Work out how many lines below contain "turn". Provide only the figure.

---

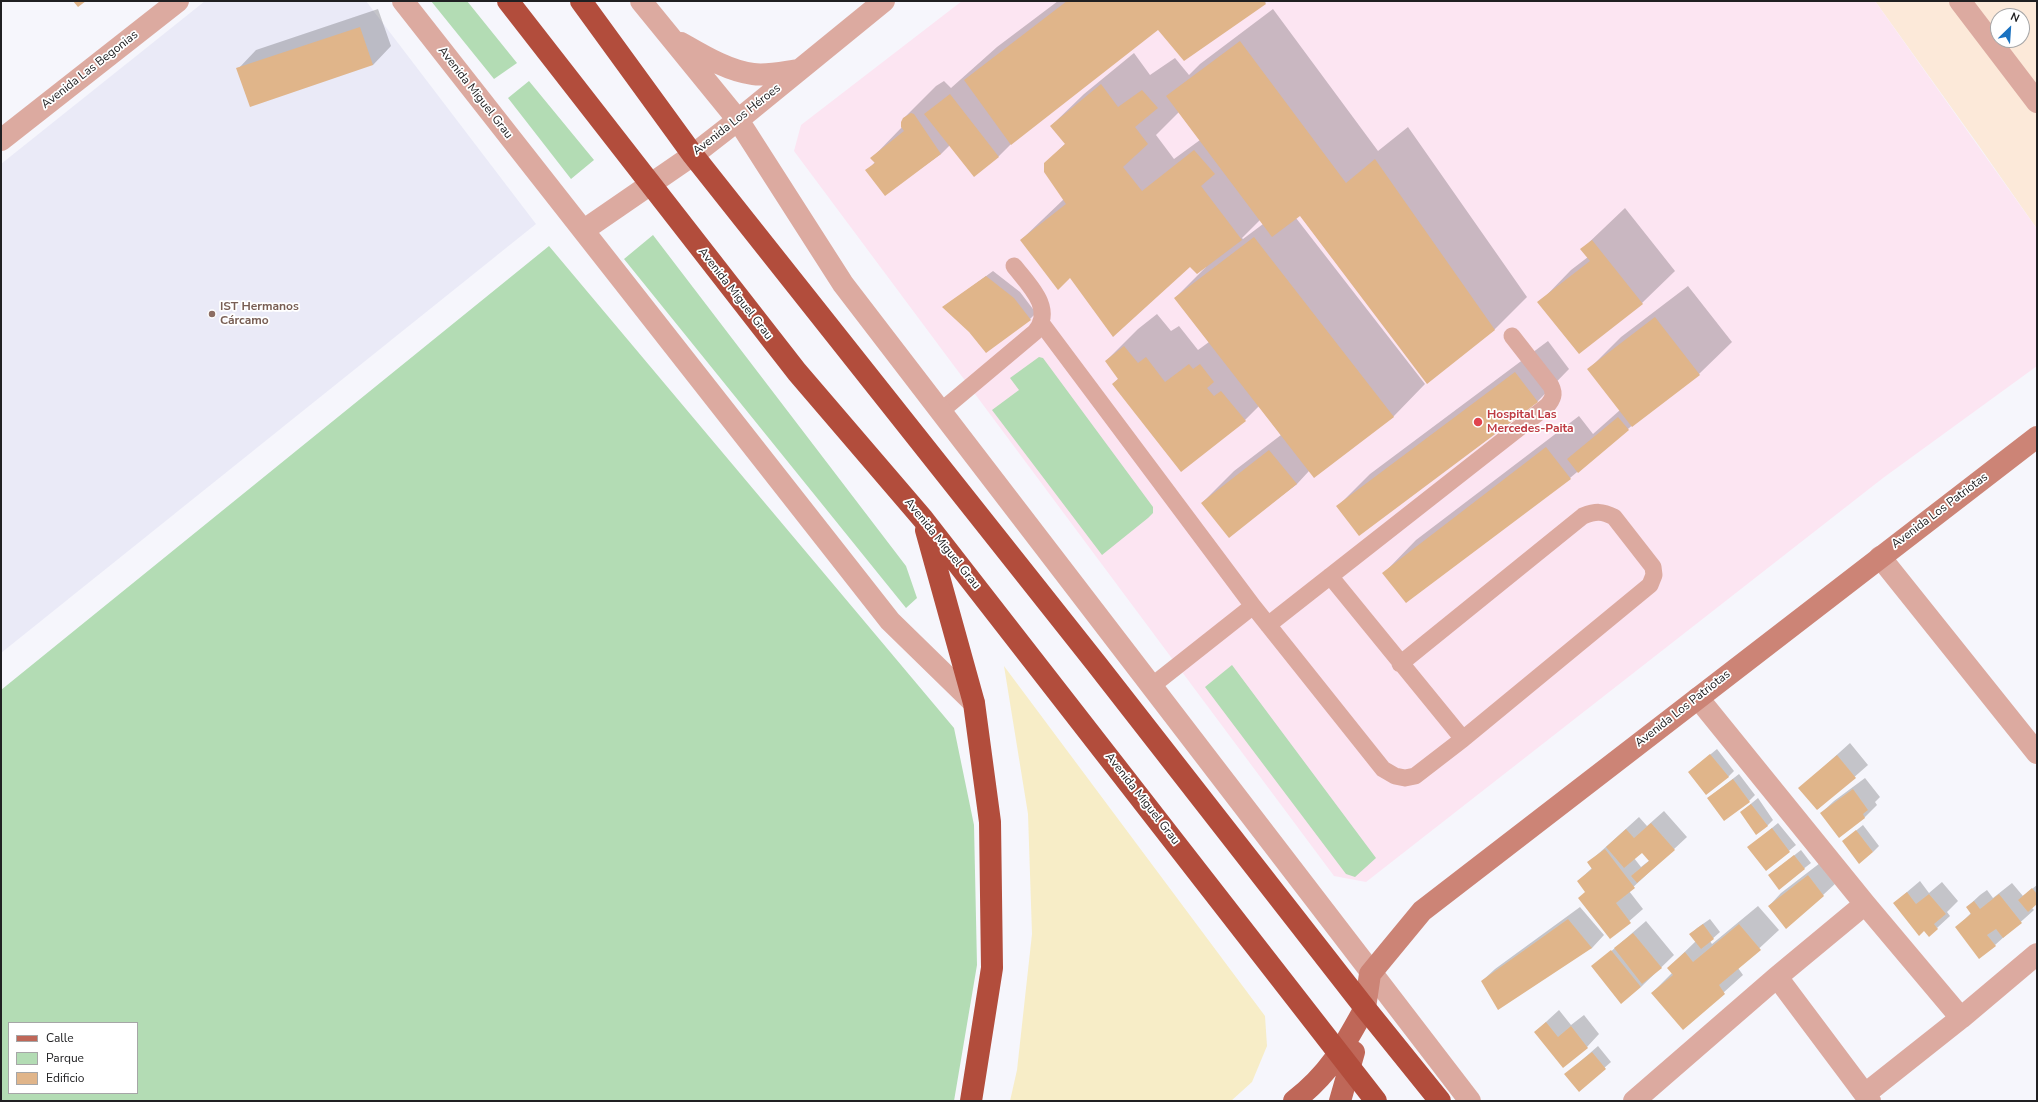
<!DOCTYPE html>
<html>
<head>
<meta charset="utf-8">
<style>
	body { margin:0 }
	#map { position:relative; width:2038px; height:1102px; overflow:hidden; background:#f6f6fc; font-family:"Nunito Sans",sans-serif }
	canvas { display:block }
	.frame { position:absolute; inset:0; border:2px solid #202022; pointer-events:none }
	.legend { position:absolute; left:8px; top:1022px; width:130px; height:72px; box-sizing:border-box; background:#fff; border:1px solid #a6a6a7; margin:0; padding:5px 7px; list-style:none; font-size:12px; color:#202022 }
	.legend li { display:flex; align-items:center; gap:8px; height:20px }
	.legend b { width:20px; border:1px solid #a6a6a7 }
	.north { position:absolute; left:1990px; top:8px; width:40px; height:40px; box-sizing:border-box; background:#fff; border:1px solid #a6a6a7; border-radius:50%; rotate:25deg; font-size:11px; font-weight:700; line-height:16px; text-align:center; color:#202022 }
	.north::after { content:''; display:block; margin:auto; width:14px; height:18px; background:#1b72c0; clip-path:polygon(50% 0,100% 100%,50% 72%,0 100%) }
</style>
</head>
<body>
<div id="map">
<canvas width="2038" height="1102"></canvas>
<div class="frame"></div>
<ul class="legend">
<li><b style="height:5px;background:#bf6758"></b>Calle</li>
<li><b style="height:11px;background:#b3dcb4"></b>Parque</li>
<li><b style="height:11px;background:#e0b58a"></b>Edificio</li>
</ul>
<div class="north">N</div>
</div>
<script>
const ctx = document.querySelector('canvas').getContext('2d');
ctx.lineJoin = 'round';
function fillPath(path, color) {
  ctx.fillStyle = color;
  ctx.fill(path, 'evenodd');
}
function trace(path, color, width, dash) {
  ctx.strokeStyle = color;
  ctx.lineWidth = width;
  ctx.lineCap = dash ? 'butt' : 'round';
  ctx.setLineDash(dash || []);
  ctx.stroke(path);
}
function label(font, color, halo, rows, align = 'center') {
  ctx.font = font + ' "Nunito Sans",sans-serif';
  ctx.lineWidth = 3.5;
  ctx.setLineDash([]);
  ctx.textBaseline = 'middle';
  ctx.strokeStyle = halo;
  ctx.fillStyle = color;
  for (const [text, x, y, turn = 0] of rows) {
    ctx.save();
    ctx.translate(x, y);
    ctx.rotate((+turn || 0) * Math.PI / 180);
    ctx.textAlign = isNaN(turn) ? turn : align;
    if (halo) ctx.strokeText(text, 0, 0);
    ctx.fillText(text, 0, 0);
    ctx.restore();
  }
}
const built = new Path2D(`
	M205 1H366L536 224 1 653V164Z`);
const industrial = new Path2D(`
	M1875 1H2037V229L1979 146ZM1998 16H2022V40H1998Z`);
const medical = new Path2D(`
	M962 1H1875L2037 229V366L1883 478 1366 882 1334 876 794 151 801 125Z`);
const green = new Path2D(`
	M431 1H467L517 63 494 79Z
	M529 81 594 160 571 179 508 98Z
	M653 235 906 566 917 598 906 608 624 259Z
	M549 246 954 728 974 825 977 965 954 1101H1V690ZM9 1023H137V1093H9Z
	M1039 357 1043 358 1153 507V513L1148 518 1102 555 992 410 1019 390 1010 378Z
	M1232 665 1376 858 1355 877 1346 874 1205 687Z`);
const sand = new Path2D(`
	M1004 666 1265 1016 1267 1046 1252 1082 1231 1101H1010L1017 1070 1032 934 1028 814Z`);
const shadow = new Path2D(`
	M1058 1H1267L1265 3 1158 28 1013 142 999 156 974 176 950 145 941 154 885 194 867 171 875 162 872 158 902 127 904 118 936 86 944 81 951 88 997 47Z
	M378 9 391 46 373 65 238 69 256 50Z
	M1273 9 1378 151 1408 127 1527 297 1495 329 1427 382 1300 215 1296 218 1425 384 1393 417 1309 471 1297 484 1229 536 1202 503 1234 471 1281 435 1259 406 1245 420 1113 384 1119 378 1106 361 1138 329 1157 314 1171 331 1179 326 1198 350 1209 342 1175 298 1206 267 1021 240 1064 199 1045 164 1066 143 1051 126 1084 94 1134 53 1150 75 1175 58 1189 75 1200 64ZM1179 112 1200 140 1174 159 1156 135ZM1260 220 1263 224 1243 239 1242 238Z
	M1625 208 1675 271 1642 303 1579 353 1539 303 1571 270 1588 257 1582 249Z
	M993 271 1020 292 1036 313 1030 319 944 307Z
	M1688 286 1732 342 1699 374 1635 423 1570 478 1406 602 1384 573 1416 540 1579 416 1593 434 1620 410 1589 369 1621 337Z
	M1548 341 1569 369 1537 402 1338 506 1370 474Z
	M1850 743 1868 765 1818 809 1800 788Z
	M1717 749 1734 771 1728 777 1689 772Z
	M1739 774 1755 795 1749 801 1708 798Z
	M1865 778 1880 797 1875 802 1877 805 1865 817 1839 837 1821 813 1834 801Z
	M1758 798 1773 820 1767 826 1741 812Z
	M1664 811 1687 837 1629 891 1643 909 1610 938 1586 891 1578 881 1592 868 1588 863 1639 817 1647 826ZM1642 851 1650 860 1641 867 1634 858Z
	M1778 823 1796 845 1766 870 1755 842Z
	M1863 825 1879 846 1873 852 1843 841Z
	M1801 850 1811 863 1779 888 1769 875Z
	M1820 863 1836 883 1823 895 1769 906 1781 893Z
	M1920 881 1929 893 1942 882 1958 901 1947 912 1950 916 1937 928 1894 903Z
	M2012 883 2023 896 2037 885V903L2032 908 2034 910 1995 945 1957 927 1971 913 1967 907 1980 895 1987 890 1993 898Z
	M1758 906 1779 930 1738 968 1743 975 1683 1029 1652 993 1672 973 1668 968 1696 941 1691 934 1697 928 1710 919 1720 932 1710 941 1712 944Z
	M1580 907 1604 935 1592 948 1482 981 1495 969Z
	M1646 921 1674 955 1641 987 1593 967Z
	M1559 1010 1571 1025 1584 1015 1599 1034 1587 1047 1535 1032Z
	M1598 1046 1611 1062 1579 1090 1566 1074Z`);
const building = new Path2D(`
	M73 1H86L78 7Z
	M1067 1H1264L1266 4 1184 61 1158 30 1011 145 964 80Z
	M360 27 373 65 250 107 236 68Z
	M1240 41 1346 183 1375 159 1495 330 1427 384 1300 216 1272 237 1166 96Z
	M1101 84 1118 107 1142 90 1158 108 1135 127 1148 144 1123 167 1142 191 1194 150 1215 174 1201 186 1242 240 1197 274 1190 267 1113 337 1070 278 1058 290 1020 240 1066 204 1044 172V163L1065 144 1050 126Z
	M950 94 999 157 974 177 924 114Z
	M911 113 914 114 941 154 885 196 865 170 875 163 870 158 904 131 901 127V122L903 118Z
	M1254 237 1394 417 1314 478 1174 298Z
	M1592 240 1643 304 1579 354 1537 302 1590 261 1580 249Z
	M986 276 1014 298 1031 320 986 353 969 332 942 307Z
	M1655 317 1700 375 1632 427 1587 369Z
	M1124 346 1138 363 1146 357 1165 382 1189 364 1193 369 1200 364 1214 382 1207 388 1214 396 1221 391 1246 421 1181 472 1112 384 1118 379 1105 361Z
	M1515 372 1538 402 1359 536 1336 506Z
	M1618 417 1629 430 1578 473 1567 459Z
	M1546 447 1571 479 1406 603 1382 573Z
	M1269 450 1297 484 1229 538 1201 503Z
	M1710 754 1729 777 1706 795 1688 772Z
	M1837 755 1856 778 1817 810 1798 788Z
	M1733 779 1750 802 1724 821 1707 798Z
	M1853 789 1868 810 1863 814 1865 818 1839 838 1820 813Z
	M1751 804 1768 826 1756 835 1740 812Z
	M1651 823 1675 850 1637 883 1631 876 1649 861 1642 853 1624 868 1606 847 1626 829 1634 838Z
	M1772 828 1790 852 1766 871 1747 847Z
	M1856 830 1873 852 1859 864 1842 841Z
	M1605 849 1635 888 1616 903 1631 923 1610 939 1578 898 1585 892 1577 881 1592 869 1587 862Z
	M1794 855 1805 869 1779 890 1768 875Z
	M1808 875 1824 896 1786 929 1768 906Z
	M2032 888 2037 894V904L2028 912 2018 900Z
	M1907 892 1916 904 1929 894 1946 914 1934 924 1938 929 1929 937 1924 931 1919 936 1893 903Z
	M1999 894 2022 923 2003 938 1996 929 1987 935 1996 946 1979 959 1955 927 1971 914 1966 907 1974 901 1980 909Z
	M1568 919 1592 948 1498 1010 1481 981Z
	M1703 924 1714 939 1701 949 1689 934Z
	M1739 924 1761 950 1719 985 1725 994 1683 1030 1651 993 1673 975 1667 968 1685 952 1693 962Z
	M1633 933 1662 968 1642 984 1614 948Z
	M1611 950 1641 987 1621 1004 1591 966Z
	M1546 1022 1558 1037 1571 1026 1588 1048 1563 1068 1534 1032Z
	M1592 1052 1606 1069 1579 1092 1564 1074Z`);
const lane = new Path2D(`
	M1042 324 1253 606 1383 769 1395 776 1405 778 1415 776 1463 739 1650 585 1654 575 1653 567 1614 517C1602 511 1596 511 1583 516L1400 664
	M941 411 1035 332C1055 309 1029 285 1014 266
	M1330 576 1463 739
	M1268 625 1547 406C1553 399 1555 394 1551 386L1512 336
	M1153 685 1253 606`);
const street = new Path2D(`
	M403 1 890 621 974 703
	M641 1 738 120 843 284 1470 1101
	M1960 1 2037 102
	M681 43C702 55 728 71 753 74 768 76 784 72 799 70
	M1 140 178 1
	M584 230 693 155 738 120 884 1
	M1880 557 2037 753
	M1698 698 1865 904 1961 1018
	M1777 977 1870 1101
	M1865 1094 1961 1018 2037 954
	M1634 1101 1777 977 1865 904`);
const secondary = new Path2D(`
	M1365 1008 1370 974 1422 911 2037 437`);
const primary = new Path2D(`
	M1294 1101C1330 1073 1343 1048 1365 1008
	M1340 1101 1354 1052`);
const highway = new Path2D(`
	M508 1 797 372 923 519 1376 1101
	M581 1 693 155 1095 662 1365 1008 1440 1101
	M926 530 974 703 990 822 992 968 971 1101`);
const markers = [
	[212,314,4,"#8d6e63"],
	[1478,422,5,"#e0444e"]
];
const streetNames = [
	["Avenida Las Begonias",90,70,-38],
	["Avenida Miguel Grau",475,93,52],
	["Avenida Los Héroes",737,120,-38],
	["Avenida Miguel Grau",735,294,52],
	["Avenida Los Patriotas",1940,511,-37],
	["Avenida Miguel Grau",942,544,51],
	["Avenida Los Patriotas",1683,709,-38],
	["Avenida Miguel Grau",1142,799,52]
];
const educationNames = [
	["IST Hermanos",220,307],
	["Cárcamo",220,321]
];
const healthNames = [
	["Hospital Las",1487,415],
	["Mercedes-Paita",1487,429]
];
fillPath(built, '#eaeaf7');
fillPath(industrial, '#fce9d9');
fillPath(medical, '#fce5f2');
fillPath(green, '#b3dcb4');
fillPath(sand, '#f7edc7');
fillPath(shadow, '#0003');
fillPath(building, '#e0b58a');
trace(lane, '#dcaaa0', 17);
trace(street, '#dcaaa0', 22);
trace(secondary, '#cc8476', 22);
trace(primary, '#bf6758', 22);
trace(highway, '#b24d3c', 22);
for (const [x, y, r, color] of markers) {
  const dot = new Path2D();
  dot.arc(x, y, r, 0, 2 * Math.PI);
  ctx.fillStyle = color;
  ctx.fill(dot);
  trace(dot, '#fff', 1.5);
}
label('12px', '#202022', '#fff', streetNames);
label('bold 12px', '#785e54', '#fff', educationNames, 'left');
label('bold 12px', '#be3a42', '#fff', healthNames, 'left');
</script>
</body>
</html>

---

Reply:
3